The development of ETFs, alternative-style mutual funds, and retailization of hedge funds is changing the landscape of investment companies.
ETFs have emerged as a significant investment vehicle and a driving force behind the changing landscape. Primarily directional in nature, ETFs are based on indexes or quantitative styles. They are excellent for gaining access to the stock market, any sector, any country, any bond, and any investment strategy that provides absolute access to a market in either a long or short basis. ETFs have largely replaced mutual funds for active traders and asset allocators. The expense ratios of ETFs are lower because they are primarily index based and do not require the investment adviser expertise of active portfolio management. The ability to trade throughout the day at a value that closely follows the net asset value of the underlying holdings is a tremendous advantage of ETFs. These vehicles have become a valuable tool in the formation of actively managed mutual funds that are replacing the traditional directional mutual funds.
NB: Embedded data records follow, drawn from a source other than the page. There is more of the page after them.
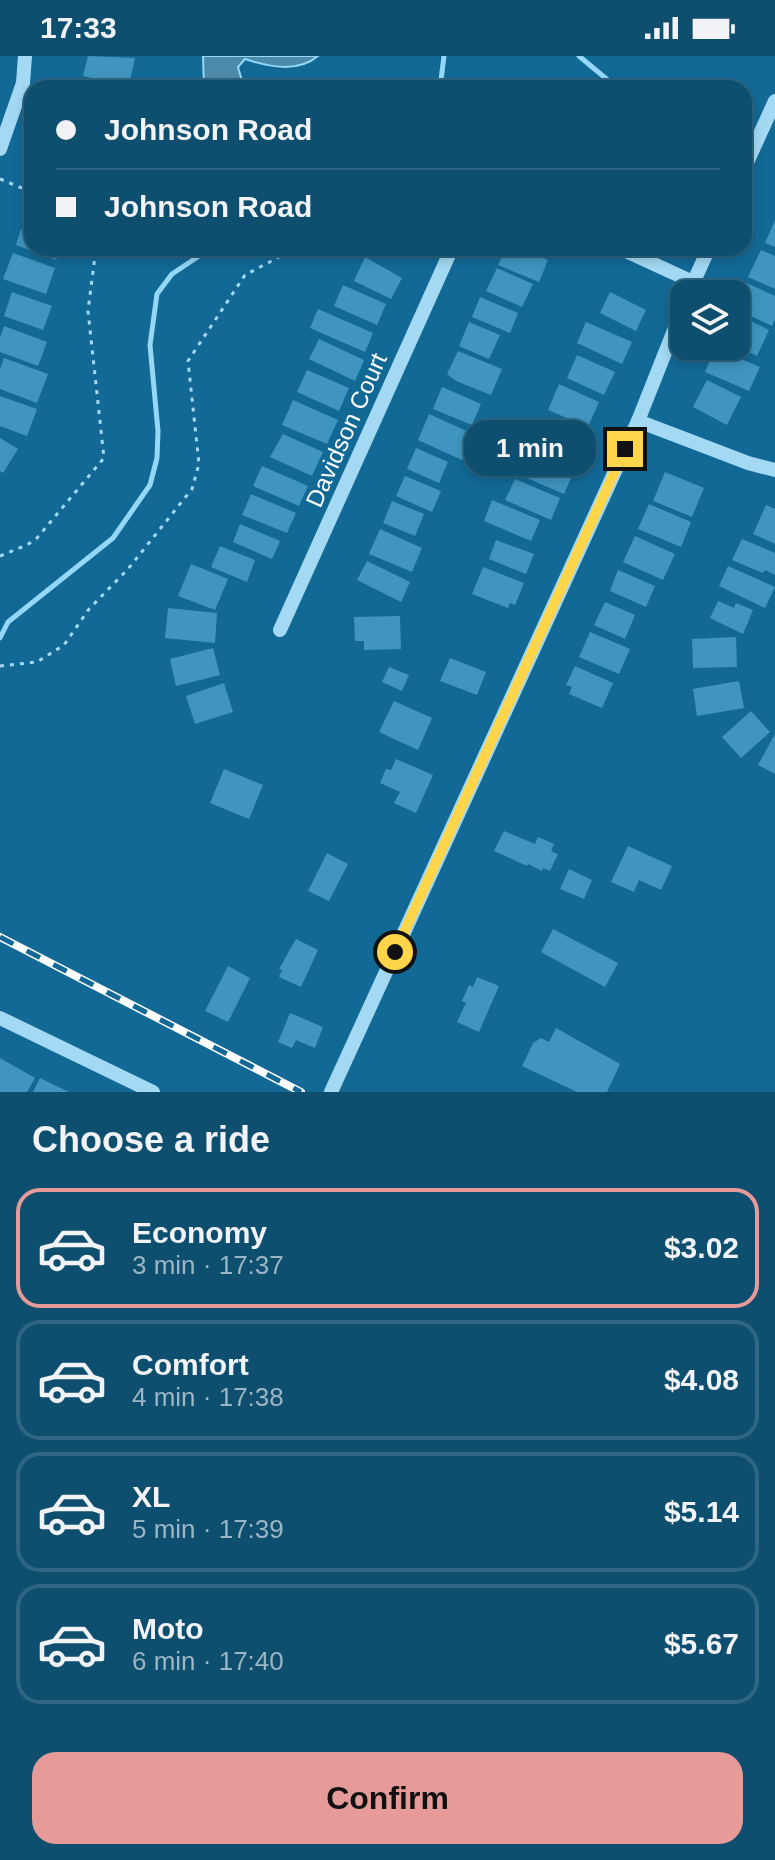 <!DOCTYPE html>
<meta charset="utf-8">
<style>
body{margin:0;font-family:Helvetica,sans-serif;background:#1c5978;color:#f1f3f6;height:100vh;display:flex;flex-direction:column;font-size:30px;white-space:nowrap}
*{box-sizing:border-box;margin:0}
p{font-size:26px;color:#9bb5c3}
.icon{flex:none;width:44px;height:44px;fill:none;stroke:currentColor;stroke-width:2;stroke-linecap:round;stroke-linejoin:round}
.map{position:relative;height:1036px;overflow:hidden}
.drawer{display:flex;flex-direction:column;background:#0e4f70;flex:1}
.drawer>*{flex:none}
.hud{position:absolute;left:24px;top:24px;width:728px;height:176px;border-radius:24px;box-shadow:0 4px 12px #0003,0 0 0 2px #2e6683;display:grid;align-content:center;height:176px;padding:0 32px;background:#0e4f70}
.buttons{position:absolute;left:670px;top:224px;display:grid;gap:16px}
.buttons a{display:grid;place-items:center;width:80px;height:80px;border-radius:16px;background:#0e4f70;box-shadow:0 4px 12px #0003,0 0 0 2px #2e6683;font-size:40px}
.end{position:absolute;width:36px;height:36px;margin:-18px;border:10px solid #ffd54a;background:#111;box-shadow:0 0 0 4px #111}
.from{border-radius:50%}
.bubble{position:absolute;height:56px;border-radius:24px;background:#0e4f70;box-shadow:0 4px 12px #0003,0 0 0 2px #2e6683;font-size:26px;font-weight:700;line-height:56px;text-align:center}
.hud b{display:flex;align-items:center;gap:28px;height:76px;font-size:30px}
.hud b+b{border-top:2px solid #2e6683}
.hud i{width:20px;height:20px;background:#f1f3f6}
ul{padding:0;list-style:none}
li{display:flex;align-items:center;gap:24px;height:120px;margin:0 16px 12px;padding:0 16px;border:4px solid #2e6683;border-radius:24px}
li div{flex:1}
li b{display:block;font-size:30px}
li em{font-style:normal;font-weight:700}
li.active{border-color:#e69b98}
li>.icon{width:72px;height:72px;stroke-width:1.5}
h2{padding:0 32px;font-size:36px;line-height:96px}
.button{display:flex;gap:16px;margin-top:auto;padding:16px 32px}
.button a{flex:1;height:92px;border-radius:24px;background:#e69b98;color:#111;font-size:32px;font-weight:700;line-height:92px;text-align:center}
.status{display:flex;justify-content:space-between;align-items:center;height:56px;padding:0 40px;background:#0e4f70;direction:ltr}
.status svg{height:22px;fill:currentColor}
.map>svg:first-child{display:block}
</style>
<div class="status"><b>17:33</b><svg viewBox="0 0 49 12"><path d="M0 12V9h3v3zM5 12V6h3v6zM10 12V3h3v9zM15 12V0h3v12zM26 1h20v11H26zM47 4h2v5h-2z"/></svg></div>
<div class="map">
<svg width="775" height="1036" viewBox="0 0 775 1036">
<rect width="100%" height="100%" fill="#126996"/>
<path fill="#4d8aa9" stroke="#94d7f6" stroke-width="2" d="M203,0H318C298,17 269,11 245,3L238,11L244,32H204Z"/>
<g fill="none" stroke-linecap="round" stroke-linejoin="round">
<g stroke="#94d7f6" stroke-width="5">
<path d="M579,0L609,25L624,32"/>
<path d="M440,32L444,0"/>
<path d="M719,32H732"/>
<path d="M744,38L749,40"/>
<path d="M0,582L8,566L113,482L150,429L157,402L158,375L150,289L157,238L172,218L211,192"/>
</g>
</g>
<g fill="#3f95bf">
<path d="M88,0L135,2L129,30L83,20Z"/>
<path d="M76,24L98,32H73Z"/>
<path d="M775,164V191L765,187Z"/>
<path d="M32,171V192H60L56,204L16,189L21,173L30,176Z"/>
<path d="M506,192H520L548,204L539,226L498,209Z"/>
<path d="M761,194L775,200V233L748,221Z"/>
<path d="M13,197L55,212L46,238L3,223Z"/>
<path d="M365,201L402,222L391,243L354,225Z"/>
<path d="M497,212L533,228L522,251L486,235Z"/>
<path d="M747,227L775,240V263L772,270L736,253Z"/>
<path d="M343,229L386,248L377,269L334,250Z"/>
<path d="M12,236L52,250L43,274L4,260Z"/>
<path d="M610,236L646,254L636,275L600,257Z"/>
<path d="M480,241L518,257L510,277L472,261Z"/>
<path d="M318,253L373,277L365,296L310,272Z"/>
<path d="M738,259L769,274L757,300L736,290Z"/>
<path d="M469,266L500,279L489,303L459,290Z"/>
<path d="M586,266L632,286L622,308L577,287Z"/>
<path d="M4,270L47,286L38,310L0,296V282Z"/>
<path d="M319,283L364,304L355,325L309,303Z"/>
<path d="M715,292L760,311L749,335L705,316Z"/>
<path d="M458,295L502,313L491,339L456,325L447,318Z"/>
<path d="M577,299L615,316L604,339L567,322Z"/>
<path d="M4,302L48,318L37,347L0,333V313Z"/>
<path d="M307,314L349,332L339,355L297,336Z"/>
<path d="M707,324L741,341L727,369L693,351Z"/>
<path d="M559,328L599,346L588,371L548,354Z"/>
<path d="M442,331L481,348L472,369L433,353Z"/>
<path d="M0,340L37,353L27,380L0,370Z"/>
<path d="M293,344L338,364L327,388L282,369Z"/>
<path d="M429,358L473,378L462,404L418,384Z"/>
<path d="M555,368L587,381L578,401L547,387Z"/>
<path d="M283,378L323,396L312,420L270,401Z"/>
<path d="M0,382L18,393L3,417L0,415Z"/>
<path d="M527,389L576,411L564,438L515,417Z"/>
<path d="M416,392L448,406L439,427L407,413Z"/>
<path d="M262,410L308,430L299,450L253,430Z"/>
<path d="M665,416L704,432L692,461L653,445Z"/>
<path d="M405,420L441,435L432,456L396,440Z"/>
<path d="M515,423L560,442L551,464L505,444Z"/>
<path d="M251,438L296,457L287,477L242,459Z"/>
<path d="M492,444L540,464L531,485L484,465Z"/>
<path d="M392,445L424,458L415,480L383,467Z"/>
<path d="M649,448L691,466L681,491L638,473Z"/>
<path d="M766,449L775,453V488L753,478Z"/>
<path d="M240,468L280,485L272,503L233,486Z"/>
<path d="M380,473L422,492L412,516L369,498Z"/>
<path d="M635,480L675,498L663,524L623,506Z"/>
<path d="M742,483L775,497V519L765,514L763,517L732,504Z"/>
<path d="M496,484L534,498L526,518L489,503Z"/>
<path d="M220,490L255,504L247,526L211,511Z"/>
<path d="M367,505L410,526L401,546L357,524Z"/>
<path d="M191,508L228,523L215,554L178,540Z"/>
<path d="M728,510L775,531L765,552L719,530Z"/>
<path d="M483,511L524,527L515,549L510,547L508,552L472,538Z"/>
<path d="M618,514L655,530L646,551L610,535Z"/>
<path d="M718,545L734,552L736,547L753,554L743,578L710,562Z"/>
<path d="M605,546L635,559L625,583L594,569Z"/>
<path d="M168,552L217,557L215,587L165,582Z"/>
<path d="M400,560L401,593L364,594V585H355L354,561Z"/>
<path d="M590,576L630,593L619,618L579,601Z"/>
<path d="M736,581L737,611L693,612L692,583Z"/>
<path d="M213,592L220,619L176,630L170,603Z"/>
<path d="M450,602L486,616L477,639L440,625Z"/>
<path d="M575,610L613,627L602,652L569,638L572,631L566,629Z"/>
<path d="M389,611L409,619L402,635L382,626Z"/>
<path d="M739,625L744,652L697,660L693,633Z"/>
<path d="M224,627L233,656L195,668L186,640Z"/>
<path d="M394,645L432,662L418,694L379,676Z"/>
<path d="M751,655L770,676L741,702L722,681Z"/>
<path d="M775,678V718L758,709Z"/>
<path d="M396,703L433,719L416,757L394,747L400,736L380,727L386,713L391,714Z"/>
<path d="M224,713L263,729L249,763L210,747Z"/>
<path d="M504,775L535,788L538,781L554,788L551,795L558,798L550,815L543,812L542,815L528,808L527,810L494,795Z"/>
<path d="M628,790L672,810L661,834L639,824L634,836L611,826Z"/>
<path d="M327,797L348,808L329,845L308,835Z"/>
<path d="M569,813L592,824L584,843L560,833Z"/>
<path d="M553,873L618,907L605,931L541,896Z"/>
<path d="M296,883L318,894L301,931L279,921L282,914L279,913Z"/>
<path d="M228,910L250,922L228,966L205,955Z"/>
<path d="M477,921L499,930L479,976L457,966L466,947L462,945L469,929L473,931Z"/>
<path d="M290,957L323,971L315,992L296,984L292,992L278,986Z"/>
<path d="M556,972L620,1008L607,1036H577L522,1010L533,987L541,982L549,986Z"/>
<path d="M0,1002L35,1022L27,1036H0Z"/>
<path d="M40,1022L69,1036H33Z"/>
</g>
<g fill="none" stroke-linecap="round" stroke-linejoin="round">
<g stroke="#a3d9f3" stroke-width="3" stroke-dasharray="4 6" stroke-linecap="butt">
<path d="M0,123L32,136"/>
<path d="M0,500L27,489L37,482L104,402L88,255L96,192"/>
<path d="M0,610L37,606L64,589L89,553L128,513L192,433L199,408L188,305L245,219L296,192"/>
</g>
<g stroke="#a3d9f3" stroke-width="14">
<path d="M0,93L23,27L25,0"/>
<path d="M744,113L775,45"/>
<path d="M619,192L693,226"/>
<path d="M688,238L709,192"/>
<path d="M638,365L748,407L775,414"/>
<path d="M280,574L452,192"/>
<path d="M0,962L153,1036"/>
<path d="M331,1036L638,365L684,249"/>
</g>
<defs>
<path id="rail" d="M0,881L301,1036"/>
</defs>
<use href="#rail" stroke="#fff" stroke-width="8"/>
<use href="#rail" stroke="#126996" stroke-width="5" stroke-dasharray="15" stroke-linecap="butt"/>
</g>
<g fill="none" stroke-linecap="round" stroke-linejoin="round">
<path stroke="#ffd54a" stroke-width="10" d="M395,896L625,393"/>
</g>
<g text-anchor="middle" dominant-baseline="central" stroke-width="6" stroke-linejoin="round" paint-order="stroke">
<g font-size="24" fill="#fff" stroke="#126996">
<text transform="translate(346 374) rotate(-66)">Davidson Court</text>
</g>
</g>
</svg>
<div class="buttons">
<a><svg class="icon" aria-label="layers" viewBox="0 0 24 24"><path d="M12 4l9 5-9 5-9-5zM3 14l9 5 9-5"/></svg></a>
</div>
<i class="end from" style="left:395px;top:896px"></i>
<i class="end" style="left:625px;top:393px"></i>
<div class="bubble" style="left:464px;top:364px;width:132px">1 min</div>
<div class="hud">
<b><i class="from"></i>Johnson Road</b>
<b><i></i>Johnson Road</b>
</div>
</div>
<section class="drawer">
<h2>Choose a ride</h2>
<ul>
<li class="active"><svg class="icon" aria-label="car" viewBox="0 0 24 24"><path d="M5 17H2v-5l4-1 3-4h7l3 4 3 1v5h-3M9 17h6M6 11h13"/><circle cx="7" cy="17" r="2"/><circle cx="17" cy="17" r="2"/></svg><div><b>Economy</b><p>3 min · 17:37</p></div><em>$3.02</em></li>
<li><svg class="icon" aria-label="car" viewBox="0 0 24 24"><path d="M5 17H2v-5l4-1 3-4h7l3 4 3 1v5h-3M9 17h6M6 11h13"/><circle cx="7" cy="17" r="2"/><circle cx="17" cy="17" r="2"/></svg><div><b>Comfort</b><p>4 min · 17:38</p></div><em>$4.08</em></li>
<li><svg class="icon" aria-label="car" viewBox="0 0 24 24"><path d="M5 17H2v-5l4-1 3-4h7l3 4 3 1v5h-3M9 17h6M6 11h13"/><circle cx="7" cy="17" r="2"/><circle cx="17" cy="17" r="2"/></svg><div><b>XL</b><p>5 min · 17:39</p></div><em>$5.14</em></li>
<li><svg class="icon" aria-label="car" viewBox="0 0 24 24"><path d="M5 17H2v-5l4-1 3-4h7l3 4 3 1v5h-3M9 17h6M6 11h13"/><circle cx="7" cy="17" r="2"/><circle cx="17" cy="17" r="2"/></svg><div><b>Moto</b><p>6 min · 17:40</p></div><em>$5.67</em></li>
</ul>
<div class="button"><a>Confirm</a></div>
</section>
Gemini Fund Services client and NAAIM President, Ian Naismith, agrees with my take on ETF’s. “After more than a decade of mainly trading individual securities, Tony and I formed Sarasota Capital Strategies in 2002 to specifically trade ETFs tracking various indexes, sectors, asset classes – and mutual funds that employed leverage, inverse direction, and alternative exposure. We had experience trading ETF’s in the mid to late 1990’s and believed they were the wave of the future. Throughout the 2000’s we saw and built strategies based on gaps in the marketplace that did not exist in any product offerings. In 2009, we launched our first product that is a mixture of technical analysis/active management of ETFs representing an underused asset class in the wrapper of a mutual fund – The Currency Strategies Fund. The beauty of this is, if we can do it – anybody can do it. Like you, we have good friends in the mutual fund world that created funds using turn-key fund administrators and have put their vision to work. We are absolute believers that the future marketplace will and should continue a metamorphosis towards products and services that lean heavily to the alternative space while offering fair costs to the advisor community."
As President of Gemini Fund Services, I am excited by the opportunities I foresee, based on my belief that mutual funds of the next decade will become more dynamic and be less restrained by the style boxes created by rating services. Mutual funds will strive for absolute return, hedged strategies, and risk reduction. Investors scarred by multiple bubbles and loss of wealth will seek mutual funds that are judged in absolute terms and periods of large losses will be less tolerated. In many ways, mutual funds will replace most hedge funds currently used in advisor’s strategies and will force hedge funds to seek other markets and strategies. We are already seeing hedge funds converting to mutual funds and many hedge fund advisors are creating new mutual funds. Increased regulation on non-registered products will continue to blur the lines between hedge fund and mutual funds. The acceptance of paying a 2% management fee and 20% of profits to a hedge fund manager that produces strategies available in mutual funds will fade. Mutual funds will produce efficiencies in hedge fund-like strategies that will mirror those produced when the days of stock brokers making $100 per trade were replaced by the current on-line services that charge $10 or less.
Hedge funds will continue to provide a crucial role in the investment community. They will still provide access to markets that are restricted to other investment companies, such as illiquid investments, real estate, private equity and other investment classes and will also continue to be an investment vehicle for the super wealthy. I believe the hedge fund advisers that have proven track records of superior performance will continue to raise assets and charge obscene fees. However, the retail market will be rightfully assumed by mutual funds and investor caution and regulation will eliminate many of the existing equity hedge funds.
The investment landscape is changing. Only time will tell us exactly how but one thing I know is true…it will continue to change into the foreseeable future and advisors must be flexible and willing to embrace the changes.